Erleichterte Darlegungslast bei Schadensersatzansprüchen aufgrund Schmiergeldabrede

Der Bundesgerichtshof hat in seiner Entscheidung vom 18.01.2018, I ZR 150/15 entschieden, dass der Kläger, der Schadensersatzansprüche auf eine von seinem Bevollmächtigten getroffene Schmiergeldabrede stützt, seiner Darlegungslast bereits dann genügt, wenn er ausreichende Anhaltspunkte dafür vorträgt, dass es zu einem Abschluss einer solchen Schmiergeldabrede gekommen ist. Der Bundesgerichtshof stellt klar, dass von ihm im Rechtsstreit keine näheren Darlegungen mit der Begründung verlangt werden können, er müsse sich die Kenntnis des Bevollmächtigten zurechnen lassen.

Dem Urteil liegt folgender Sachverhalt zugrunde:

Die Klägerin handelte mit aus Asien importierten Möbeln. Sie bezog diese Möbel hauptsächlich von dem zwischenzeitlich verstorbenen Dr. K. Herr Dr. K. war bevollmächtigt, für die Klägerin Speditionsleistungen für die aus Asien bezogenen Möbel zu verhandeln und zu betreuen. Die Klägerin beauftragte sodann auf Veranlassung von Herrn Dr. K. die Beklagte, ein Speditionsunternehmen. Jedoch leistete die Beklagte Teile der von der Klägerin erhaltenen Vergütung für die Speditionsleistungen über ein komplexes Firmengeflecht an Gesellschaften weiter, die Herrn Dr. K. zuzurechnen waren. Die Klägerin verlangt von der Beklagten den zu viel gezahlten Betrag im Wege des Schadenersatzes.

Die Entscheidung:

Die Instanzgerichte hatten die Klage abgewiesen, der Bundesgerichtshof hat das Berufungsurteil aufgehoben und die Sache an das Berufungsgericht zurückverwiesen.

Der Bundesgerichtshof stellt – in Anschluss an seine ständige Rechtsprechung – fest, dass Vereinbarungen über die Leistung von Schmiergeldern gem. § 134 BGB nichtig sind.
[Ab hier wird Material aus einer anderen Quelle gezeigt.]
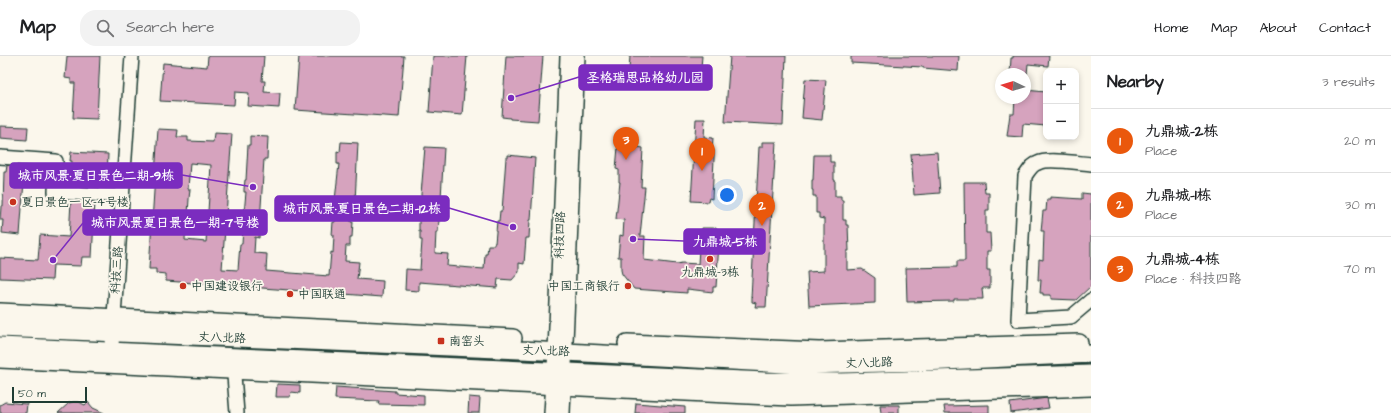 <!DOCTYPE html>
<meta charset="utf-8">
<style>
:root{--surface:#fff;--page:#f2f2f2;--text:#202124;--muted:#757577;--line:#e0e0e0;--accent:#ea580c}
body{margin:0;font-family:"Architects Daughter","LXGW WenKai TC",sans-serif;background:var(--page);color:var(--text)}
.controls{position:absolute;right:12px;top:12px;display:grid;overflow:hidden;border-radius:8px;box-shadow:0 2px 6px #0003}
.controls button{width:36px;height:36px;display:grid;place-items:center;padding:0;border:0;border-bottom:1px solid var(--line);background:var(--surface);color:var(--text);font:20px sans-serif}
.compass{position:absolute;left:995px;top:12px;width:36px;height:36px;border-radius:50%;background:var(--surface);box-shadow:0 2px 6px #0003;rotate:274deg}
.scale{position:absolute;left:12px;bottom:10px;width:75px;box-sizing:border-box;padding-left:4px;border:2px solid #1f3d34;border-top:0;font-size:11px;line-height:14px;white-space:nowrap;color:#1f3d34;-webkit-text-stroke:3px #fbf7ec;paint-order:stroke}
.you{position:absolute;left:727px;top:139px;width:14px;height:14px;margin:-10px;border:3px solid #fff;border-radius:50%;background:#1a73e8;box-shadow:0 0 0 6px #1a73e833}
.badge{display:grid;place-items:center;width:26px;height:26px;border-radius:50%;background:var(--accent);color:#fff;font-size:13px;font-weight:700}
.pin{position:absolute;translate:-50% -33px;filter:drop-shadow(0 1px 2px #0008)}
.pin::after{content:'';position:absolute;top:21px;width:14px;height:12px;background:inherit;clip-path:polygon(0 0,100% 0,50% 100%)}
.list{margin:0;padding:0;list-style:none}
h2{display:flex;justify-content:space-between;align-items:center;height:52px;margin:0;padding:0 16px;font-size:17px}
h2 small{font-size:13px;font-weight:400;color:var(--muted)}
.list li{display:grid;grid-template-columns:26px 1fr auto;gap:12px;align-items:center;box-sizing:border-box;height:64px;padding:0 16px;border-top:1px solid var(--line)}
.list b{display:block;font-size:15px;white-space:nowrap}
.list p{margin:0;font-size:13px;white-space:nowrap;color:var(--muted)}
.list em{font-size:13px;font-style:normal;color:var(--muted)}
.icon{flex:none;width:22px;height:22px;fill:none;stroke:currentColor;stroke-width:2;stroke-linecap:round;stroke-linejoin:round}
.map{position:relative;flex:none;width:1091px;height:357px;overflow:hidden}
header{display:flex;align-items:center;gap:24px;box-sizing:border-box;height:56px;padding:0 20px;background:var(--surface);border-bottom:1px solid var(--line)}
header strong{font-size:19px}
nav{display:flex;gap:22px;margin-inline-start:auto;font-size:14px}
.search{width:280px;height:36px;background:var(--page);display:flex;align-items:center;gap:10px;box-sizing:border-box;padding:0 14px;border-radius:16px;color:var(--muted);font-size:15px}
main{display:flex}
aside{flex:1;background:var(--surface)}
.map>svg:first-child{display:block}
.building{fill:#d6a3be;stroke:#1f3d34;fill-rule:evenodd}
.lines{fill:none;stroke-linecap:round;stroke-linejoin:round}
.minor-casing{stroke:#1f3d34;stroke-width:16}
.major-casing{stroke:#1f3d34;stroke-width:20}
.minor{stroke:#fbf7ec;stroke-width:13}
.major{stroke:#fbf7ec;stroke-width:17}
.poi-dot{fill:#c8321e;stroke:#fbf7ec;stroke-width:1.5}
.labels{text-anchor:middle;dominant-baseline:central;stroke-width:3.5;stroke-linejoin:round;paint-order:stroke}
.poi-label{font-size:12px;fill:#1f3d34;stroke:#fbf7ec;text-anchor:start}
.street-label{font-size:12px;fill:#1f3d34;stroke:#fbf7ec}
.leader{fill:none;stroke:#7b2cbf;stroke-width:1.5}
.callout-dot{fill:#7b2cbf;stroke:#fbf7ec;stroke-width:1.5}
.callout{fill:#7b2cbf;stroke:#7b2cbf;stroke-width:1.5}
.callout-label{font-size:13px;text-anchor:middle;font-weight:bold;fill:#fff}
</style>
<header>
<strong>Map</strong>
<div class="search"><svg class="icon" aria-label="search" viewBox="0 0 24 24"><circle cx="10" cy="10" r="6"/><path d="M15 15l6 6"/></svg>Search here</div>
<nav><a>Home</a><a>Map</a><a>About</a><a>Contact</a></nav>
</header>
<main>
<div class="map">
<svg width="1091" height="357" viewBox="0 0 1091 357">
<rect width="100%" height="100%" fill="#fbf7ec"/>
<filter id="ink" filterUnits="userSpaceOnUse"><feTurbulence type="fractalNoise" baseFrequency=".025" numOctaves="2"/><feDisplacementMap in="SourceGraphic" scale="8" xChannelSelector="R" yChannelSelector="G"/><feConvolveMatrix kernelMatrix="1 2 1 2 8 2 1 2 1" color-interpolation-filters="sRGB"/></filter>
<g filter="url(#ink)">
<!-- building -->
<path class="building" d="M67 0H100L97 63 73 62 75 27H71V23L65 22Z
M208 0H264L262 25H265L264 36 280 37 279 52 248 50 249 37 235 36 234 49 160 45 163 7 207 11Z
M299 0H404L399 61 295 54Z
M433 0H467L462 59 429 56Z
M506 0H543L538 65 510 63V62L502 61Z
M630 0H702L700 23 655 20 654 30 628 28Z
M730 0H786L783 69 725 66Z
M851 0H959L958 15 923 12V11L851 7Z
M1013 0H1049L1048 10 1028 8 1027 18H1010L1011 2H1013Z
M805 23 826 24 822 64 802 62Z
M1025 34 1046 36V70L1023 68 1022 81 1007 80 1010 58H1014L1015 42H1025Z
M696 63H705L704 81 713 82 712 94H714V103L712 143 709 142 708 146 691 145Z
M0 70 28 71 27 84 0 82Z
M158 73 178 74 177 81H188V85L213 86 214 77 232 78 222 213 238 214 240 188H242L243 172H241L242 158H244L246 136H244V133L245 124H246L248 89H250V80L268 81 267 103H264L259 182 255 181 254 197 267 198 266 215 329 220 331 196 333 197 334 179H332L333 166H335L337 144H335L339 108H337V95L340 96 341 86 358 87 355 146H352L351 166H353L352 181H350V190H346L345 205 359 206 357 223 383 225 382 241 344 238V236L317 234V236L166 225V218L156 217V213H149ZM190 107 211 109 206 186 185 184 186 158H188L189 143 190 133H188Z
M626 76 636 77 637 91 643 92 641 131H645L640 180H645L644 204 677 208 682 207 698 208 700 177H702V172H717V178H720L719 188 716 231H713V236L687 233V237L634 233 622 218 621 214V201H618L620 179 623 180 624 164 616 163 620 126H619V114L616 113 618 91 620 92 621 77 626 78Z
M762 86H776L766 251H755L756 247 752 246V241L751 242 759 91H762Z
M425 91 444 92 441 142 439 141 437 164H439L438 176H436L435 197 448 198 447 210 484 213 485 198H487L488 189H494V187H495L497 165H499L500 155H502L506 102H508V99L535 102 531 164H530L529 182H526L524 208 519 207V216L512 224 498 223 497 232 419 226V235L405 234 406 213 420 214 422 185V184H420V175H419V163H421L423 140H421V138Z
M71 96 108 98 107 121 71 119 72 105H70Z
M937 96 940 137 914 139 911 98Z
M814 99H830V106H834V124H835V140H841V144H843V164H846V169H848L849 195H847V214L862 213 875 222V247L809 250 807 216 824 215V163L819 162V157H816V140H813V134H812V124H813Z
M7 109 25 111 20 179 2 177 3 164H0L1 150H3L4 116H6Z
M964 126H984L985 137H989V154H986V177H990L991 195H987V214H990V232H982L983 243H954V245L907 246 906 212 957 211V205H965Z
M1082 137 1091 138V230L1076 244 1051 243V239H1043V237H1040L1041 224H1038L1039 203 1043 204 1044 175H1041L1043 155H1046L1047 143H1050V141L1082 143Z
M71 145 95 146 92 201H82L81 210 53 209 52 224 0 222V202L38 204 40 179 69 181Z
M277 328 300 329V337L291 336 290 341H276Z
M336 331 395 335V337L424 339V349L378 348 379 345 335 343Z
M469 341 480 342 479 357H468Z
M1047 342 1049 352 1011 357 1010 347Z
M5 346 27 348 26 357H0V349Z
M73 346H79L85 349 88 346 93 352 104 357H58L69 347Z
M636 347 685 351V357H635Z
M880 349H899V357H881Z
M989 349V357H945L944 350Z"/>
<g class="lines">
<defs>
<path id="minor" d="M0 101 56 105 55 136 122 140
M1091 108C1079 107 1047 102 1038 107 1031 109 1029 115 1025 120L1018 264 1071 261 1091 244
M111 303 132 0
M233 307 237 357
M551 357 555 295 567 0
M563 357 578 0"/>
<path id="major" d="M0 256 513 282
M0 272 566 296 804 309 923 306 1091 298
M627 287 819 295 1079 287
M0 290 765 325 842 326 1091 318
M0 303 791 341 1091 331"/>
</defs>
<!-- minor casing -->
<use href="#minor" class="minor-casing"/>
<!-- major casing -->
<use href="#major" class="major-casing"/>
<!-- minor -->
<use href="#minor" class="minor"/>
<!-- major -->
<use href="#major" class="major"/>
</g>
</g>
<!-- markers -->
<g class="poi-dot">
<circle cx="13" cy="146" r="4"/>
<circle cx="710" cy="203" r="4"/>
<circle cx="183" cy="230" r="4"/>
<circle cx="628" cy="230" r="4"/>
<circle cx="290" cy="238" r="4"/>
<rect x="437" y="281" width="8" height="8" rx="2"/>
</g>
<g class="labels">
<!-- poi labels -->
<g class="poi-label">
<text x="21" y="146">夏日景色一区-4号楼</text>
<text x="710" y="216" text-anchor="middle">九鼎城-3栋</text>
<text x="191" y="230">中国建设银行</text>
<text x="620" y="230" text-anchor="end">中国工商银行</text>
<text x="298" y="238">中国联通</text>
<text x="449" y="285">南窑头</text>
</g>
<!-- street labels -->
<g class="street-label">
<text transform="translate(560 179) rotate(-88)">科技四路</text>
<text transform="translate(117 214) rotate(-86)">科技三路</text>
<text transform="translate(222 282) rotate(2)">丈八北路</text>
<text transform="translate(546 295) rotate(2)">丈八北路</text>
<text transform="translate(869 307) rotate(-2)">丈八北路</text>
</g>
</g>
<!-- callouts -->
<path class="leader" d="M511 42L579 21M253 131L182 119M513 171L449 152M53 204L83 167M633 183L684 185"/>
<g class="callout-dot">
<circle cx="511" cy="42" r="4"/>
<circle cx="253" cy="131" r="4"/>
<circle cx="513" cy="171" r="4"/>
<circle cx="53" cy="204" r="4"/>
<circle cx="633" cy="183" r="4"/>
</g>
<g class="callout">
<rect x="579" y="9" width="133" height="25" rx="4"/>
<rect x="10" y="107" width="172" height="25" rx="4"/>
<rect x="275" y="140" width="174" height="25" rx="4"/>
<rect x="83" y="154" width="184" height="25" rx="4"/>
<rect x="684" y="173" width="81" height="25" rx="4"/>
</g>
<g class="callout-label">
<text x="645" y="26">圣格瑞思品格幼儿园</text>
<text x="96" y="124">城市风景·夏日景色二期-9栋</text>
<text x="362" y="157">城市风景·夏日景色二期-12栋</text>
<text x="175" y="171">城市风景夏日景色一期-7号楼</text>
<text x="725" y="190">九鼎城-5栋</text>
</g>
</svg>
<div class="controls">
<button>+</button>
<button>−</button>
</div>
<svg class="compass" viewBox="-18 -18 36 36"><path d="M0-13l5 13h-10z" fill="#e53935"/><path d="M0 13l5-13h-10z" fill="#757577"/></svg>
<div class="scale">50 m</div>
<div class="you"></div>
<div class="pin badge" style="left:702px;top:115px">1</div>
<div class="pin badge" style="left:762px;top:170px">2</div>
<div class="pin badge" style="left:626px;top:104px">3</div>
</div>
<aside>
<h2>Nearby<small>3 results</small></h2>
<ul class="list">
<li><span class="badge">1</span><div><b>九鼎城-2栋</b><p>Place</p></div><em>20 m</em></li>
<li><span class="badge">2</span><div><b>九鼎城-1栋</b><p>Place</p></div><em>30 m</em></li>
<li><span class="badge">3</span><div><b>九鼎城-4栋</b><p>Place · 科技四路</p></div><em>70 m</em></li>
</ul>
</aside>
</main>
In solchen Fällen bestehen Schadensersatzansprüche nicht nur gegenüber den bestochenen Beauftragten, hier also Dr. K. als Zahlungsempfänger, sondern gerade auch gegenüber den diese Zahlungen tätigenden Geschäftspartnern, hier also der Beklagten.

Für die Tatsache, dass die Beklagte gemeinsam mit Dr. K. eine Schmiergeldabrede getroffen hat, ist die Klägerin darlegungs- und beweisbelastet. Für die Voraussetzungen dieses gem. § 826 BGB möglichen Schadensersatzanspruchs trägt die Klägerin die volle Darlegungs- und Beweislast. Der Bundesgerichtshof kommt der Klägerin an dieser Stelle allerdings entgegen, weil in Fällen wie diesem in der Regel keine ausdrückliche Vereinbarung der Beteiligten und auch keine ausdrückliche Zusage zur Zahlung von Bestechungsgeldern festgestellt werden kann. Es ist gerade das Wesen von Schmiergeldzahlungen, dass diese in der Regel geheim geleistet werden sollen. Der Bundesgerichtshof betont also, dass der Kläger in einer derartigen Situation seiner Darlegungslast bereits dann genügt, wenn er ausreichende Anhaltspunkte dafür vorträgt, dass eine derartige Schmiergeldabrede getroffen wurde. Den Beklagten trifft sodann eine sogenannte sekundäre Darlegungslast mit der Folge, dass er vortragen muss, dass die Zahlungen nicht auf einer Schmiergeldabrede beruhten.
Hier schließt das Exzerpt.